(Saved entries)

※ ※ ※

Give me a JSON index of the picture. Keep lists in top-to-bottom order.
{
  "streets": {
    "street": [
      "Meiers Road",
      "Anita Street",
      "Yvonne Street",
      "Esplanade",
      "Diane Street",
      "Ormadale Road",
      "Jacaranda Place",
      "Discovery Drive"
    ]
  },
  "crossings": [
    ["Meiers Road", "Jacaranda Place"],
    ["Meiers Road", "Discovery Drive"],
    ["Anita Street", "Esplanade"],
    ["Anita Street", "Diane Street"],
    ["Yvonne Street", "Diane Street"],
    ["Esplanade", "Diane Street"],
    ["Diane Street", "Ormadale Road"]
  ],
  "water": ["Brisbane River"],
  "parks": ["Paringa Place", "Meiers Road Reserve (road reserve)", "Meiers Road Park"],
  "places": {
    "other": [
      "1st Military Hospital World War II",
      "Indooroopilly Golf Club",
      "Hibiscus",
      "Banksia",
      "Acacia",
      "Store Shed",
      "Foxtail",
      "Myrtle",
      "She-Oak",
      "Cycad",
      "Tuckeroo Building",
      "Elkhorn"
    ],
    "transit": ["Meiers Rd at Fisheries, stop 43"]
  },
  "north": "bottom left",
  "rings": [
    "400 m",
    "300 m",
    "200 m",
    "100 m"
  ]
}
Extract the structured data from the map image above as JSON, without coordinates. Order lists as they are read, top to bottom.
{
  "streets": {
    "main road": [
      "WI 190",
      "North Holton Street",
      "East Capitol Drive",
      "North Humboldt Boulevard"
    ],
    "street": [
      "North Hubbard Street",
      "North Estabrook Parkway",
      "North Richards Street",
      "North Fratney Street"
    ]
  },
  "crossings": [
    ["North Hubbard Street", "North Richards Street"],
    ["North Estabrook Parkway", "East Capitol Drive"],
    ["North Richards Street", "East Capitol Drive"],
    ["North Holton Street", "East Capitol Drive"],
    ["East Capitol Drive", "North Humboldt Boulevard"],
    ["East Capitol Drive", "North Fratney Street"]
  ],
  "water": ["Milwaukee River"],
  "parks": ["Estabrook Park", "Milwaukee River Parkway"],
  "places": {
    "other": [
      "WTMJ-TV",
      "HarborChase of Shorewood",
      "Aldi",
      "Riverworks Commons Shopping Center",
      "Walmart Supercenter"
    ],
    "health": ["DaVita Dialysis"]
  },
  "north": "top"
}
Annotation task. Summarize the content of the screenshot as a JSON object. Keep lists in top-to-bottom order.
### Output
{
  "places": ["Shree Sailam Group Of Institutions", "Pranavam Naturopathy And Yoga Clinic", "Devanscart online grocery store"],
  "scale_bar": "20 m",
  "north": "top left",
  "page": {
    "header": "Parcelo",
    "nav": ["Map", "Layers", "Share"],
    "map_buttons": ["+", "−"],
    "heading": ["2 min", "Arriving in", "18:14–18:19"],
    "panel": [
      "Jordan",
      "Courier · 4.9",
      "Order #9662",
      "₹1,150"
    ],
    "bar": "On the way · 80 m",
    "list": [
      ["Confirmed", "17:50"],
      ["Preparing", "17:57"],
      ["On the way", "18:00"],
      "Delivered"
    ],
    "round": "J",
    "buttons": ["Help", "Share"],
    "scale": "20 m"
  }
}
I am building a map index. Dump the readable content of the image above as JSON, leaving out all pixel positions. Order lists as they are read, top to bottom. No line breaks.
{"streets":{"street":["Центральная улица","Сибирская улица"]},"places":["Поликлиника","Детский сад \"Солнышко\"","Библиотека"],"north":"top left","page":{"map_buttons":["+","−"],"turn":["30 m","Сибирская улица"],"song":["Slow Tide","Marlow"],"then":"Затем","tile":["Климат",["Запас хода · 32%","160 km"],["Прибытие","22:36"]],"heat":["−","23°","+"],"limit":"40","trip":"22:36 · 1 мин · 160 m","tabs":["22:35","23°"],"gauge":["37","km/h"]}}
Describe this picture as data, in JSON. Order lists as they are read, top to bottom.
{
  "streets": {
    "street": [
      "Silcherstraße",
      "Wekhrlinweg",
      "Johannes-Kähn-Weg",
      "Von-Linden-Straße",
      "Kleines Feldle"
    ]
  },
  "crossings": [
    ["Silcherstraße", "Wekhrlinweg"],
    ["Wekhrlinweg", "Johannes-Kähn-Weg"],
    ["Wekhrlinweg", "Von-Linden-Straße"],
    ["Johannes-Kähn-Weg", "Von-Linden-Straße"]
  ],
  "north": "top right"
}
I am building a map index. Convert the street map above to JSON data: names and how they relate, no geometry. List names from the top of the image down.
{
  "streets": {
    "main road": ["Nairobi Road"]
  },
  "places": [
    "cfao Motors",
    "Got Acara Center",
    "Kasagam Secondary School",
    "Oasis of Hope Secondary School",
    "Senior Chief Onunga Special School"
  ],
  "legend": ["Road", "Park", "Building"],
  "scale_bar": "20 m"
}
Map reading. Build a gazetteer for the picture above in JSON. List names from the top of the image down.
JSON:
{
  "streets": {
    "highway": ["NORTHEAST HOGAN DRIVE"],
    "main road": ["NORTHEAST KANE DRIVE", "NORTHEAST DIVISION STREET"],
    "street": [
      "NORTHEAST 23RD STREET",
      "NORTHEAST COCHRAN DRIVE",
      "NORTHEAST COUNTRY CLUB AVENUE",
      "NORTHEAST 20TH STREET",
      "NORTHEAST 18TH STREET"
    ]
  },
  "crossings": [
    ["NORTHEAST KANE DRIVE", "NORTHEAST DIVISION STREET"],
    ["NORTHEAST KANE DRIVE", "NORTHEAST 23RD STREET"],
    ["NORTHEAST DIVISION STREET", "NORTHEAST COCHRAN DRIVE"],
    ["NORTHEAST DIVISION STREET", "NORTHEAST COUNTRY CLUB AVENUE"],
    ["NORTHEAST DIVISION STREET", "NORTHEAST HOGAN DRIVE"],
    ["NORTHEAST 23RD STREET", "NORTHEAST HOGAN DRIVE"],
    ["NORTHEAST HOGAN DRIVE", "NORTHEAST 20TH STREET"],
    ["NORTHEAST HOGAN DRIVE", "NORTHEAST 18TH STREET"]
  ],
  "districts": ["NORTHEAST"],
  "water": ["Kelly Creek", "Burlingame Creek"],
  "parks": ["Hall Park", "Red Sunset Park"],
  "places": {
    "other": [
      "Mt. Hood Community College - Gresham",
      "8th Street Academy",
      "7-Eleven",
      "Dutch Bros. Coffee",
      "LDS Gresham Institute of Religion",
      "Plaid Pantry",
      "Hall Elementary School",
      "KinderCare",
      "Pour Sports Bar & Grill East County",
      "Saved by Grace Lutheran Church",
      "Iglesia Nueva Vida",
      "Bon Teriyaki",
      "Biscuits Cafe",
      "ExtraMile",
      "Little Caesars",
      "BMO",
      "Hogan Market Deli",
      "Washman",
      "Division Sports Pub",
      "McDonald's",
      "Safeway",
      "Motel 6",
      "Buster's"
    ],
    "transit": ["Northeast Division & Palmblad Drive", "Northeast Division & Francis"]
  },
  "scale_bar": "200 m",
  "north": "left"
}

※ ※ ※

DESCRIPTION OF THE TASK
Would you please print every record exactly as written?

REPLY TO THE EXERCISE
Give me a JSON index of the picture. Keep lists in top-to-bottom order.
{
  "streets": {
    "street": [
      "Meiers Road",
      "Anita Street",
      "Yvonne Street",
      "Esplanade",
      "Diane Street",
      "Ormadale Road",
      "Jacaranda Place",
      "Discovery Drive"
    ]
  },
  "crossings": [
    ["Meiers Road", "Jacaranda Place"],
    ["Meiers Road", "Discovery Drive"],
    ["Anita Street", "Esplanade"],
    ["Anita Street", "Diane Street"],
    ["Yvonne Street", "Diane Street"],
    ["Esplanade", "Diane Street"],
    ["Diane Street", "Ormadale Road"]
  ],
  "water": ["Brisbane River"],
  "parks": ["Paringa Place", "Meiers Road Reserve (road reserve)", "Meiers Road Park"],
  "places": {
    "other": [
      "1st Military Hospital World War II",
      "Indooroopilly Golf Club",
      "Hibiscus",
      "Banksia",
      "Acacia",
      "Store Shed",
      "Foxtail",
      "Myrtle",
      "She-Oak",
      "Cycad",
      "Tuckeroo Building",
      "Elkhorn"
    ],
    "transit": ["Meiers Rd at Fisheries, stop 43"]
  },
  "north": "bottom left",
  "rings": [
    "400 m",
    "300 m",
    "200 m",
    "100 m"
  ]
}
Extract the structured data from the map image above as JSON, without coordinates. Order lists as they are read, top to bottom.
{
  "streets": {
    "main road": [
      "WI 190",
      "North Holton Street",
      "East Capitol Drive",
      "North Humboldt Boulevard"
    ],
    "street": [
      "North Hubbard Street",
      "North Estabrook Parkway",
      "North Richards Street",
      "North Fratney Street"
    ]
  },
  "crossings": [
    ["North Hubbard Street", "North Richards Street"],
    ["North Estabrook Parkway", "East Capitol Drive"],
    ["North Richards Street", "East Capitol Drive"],
    ["North Holton Street", "East Capitol Drive"],
    ["East Capitol Drive", "North Humboldt Boulevard"],
    ["East Capitol Drive", "North Fratney Street"]
  ],
  "water": ["Milwaukee River"],
  "parks": ["Estabrook Park", "Milwaukee River Parkway"],
  "places": {
    "other": [
      "WTMJ-TV",
      "HarborChase of Shorewood",
      "Aldi",
      "Riverworks Commons Shopping Center",
      "Walmart Supercenter"
    ],
    "health": ["DaVita Dialysis"]
  },
  "north": "top"
}
Annotation task. Summarize the content of the screenshot as a JSON object. Keep lists in top-to-bottom order.
### Output
{
  "places": ["Shree Sailam Group Of Institutions", "Pranavam Naturopathy And Yoga Clinic", "Devanscart online grocery store"],
  "scale_bar": "20 m",
  "north": "top left",
  "page": {
    "header": "Parcelo",
    "nav": ["Map", "Layers", "Share"],
    "map_buttons": ["+", "−"],
    "heading": ["2 min", "Arriving in", "18:14–18:19"],
    "panel": [
      "Jordan",
      "Courier · 4.9",
      "Order #9662",
      "₹1,150"
    ],
    "bar": "On the way · 80 m",
    "list": [
      ["Confirmed", "17:50"],
      ["Preparing", "17:57"],
      ["On the way", "18:00"],
      "Delivered"
    ],
    "round": "J",
    "buttons": ["Help", "Share"],
    "scale": "20 m"
  }
}
I am building a map index. Dump the readable content of the image above as JSON, leaving out all pixel positions. Order lists as they are read, top to bottom. No line breaks.
{"streets":{"street":["Центральная улица","Сибирская улица"]},"places":["Поликлиника","Детский сад \"Солнышко\"","Библиотека"],"north":"top left","page":{"map_buttons":["+","−"],"turn":["30 m","Сибирская улица"],"song":["Slow Tide","Marlow"],"then":"Затем","tile":["Климат",["Запас хода · 32%","160 km"],["Прибытие","22:36"]],"heat":["−","23°","+"],"limit":"40","trip":"22:36 · 1 мин · 160 m","tabs":["22:35","23°"],"gauge":["37","km/h"]}}
Describe this picture as data, in JSON. Order lists as they are read, top to bottom.
{
  "streets": {
    "street": [
      "Silcherstraße",
      "Wekhrlinweg",
      "Johannes-Kähn-Weg",
      "Von-Linden-Straße",
      "Kleines Feldle"
    ]
  },
  "crossings": [
    ["Silcherstraße", "Wekhrlinweg"],
    ["Wekhrlinweg", "Johannes-Kähn-Weg"],
    ["Wekhrlinweg", "Von-Linden-Straße"],
    ["Johannes-Kähn-Weg", "Von-Linden-Straße"]
  ],
  "north": "top right"
}
I am building a map index. Convert the street map above to JSON data: names and how they relate, no geometry. List names from the top of the image down.
{
  "streets": {
    "main road": ["Nairobi Road"]
  },
  "places": [
    "cfao Motors",
    "Got Acara Center",
    "Kasagam Secondary School",
    "Oasis of Hope Secondary School",
    "Senior Chief Onunga Special School"
  ],
  "legend": ["Road", "Park", "Building"],
  "scale_bar": "20 m"
}
Map reading. Build a gazetteer for the picture above in JSON. List names from the top of the image down.
JSON:
{
  "streets": {
    "highway": ["NORTHEAST HOGAN DRIVE"],
    "main road": ["NORTHEAST KANE DRIVE", "NORTHEAST DIVISION STREET"],
    "street": [
      "NORTHEAST 23RD STREET",
      "NORTHEAST COCHRAN DRIVE",
      "NORTHEAST COUNTRY CLUB AVENUE",
      "NORTHEAST 20TH STREET",
      "NORTHEAST 18TH STREET"
    ]
  },
  "crossings": [
    ["NORTHEAST KANE DRIVE", "NORTHEAST DIVISION STREET"],
    ["NORTHEAST KANE DRIVE", "NORTHEAST 23RD STREET"],
    ["NORTHEAST DIVISION STREET", "NORTHEAST COCHRAN DRIVE"],
    ["NORTHEAST DIVISION STREET", "NORTHEAST COUNTRY CLUB AVENUE"],
    ["NORTHEAST DIVISION STREET", "NORTHEAST HOGAN DRIVE"],
    ["NORTHEAST 23RD STREET", "NORTHEAST HOGAN DRIVE"],
    ["NORTHEAST HOGAN DRIVE", "NORTHEAST 20TH STREET"],
    ["NORTHEAST HOGAN DRIVE", "NORTHEAST 18TH STREET"]
  ],
  "districts": ["NORTHEAST"],
  "water": ["Kelly Creek", "Burlingame Creek"],
  "parks": ["Hall Park", "Red Sunset Park"],
  "places": {
    "other": [
      "Mt. Hood Community College - Gresham",
      "8th Street Academy",
      "7-Eleven",
      "Dutch Bros. Coffee",
      "LDS Gresham Institute of Religion",
      "Plaid Pantry",
      "Hall Elementary School",
      "KinderCare",
      "Pour Sports Bar & Grill East County",
      "Saved by Grace Lutheran Church",
      "Iglesia Nueva Vida",
      "Bon Teriyaki",
      "Biscuits Cafe",
      "ExtraMile",
      "Little Caesars",
      "BMO",
      "Hogan Market Deli",
      "Washman",
      "Division Sports Pub",
      "McDonald's",
      "Safeway",
      "Motel 6",
      "Buster's"
    ],
    "transit": ["Northeast Division & Palmblad Drive", "Northeast Division & Francis"]
  },
  "scale_bar": "200 m",
  "north": "left"
}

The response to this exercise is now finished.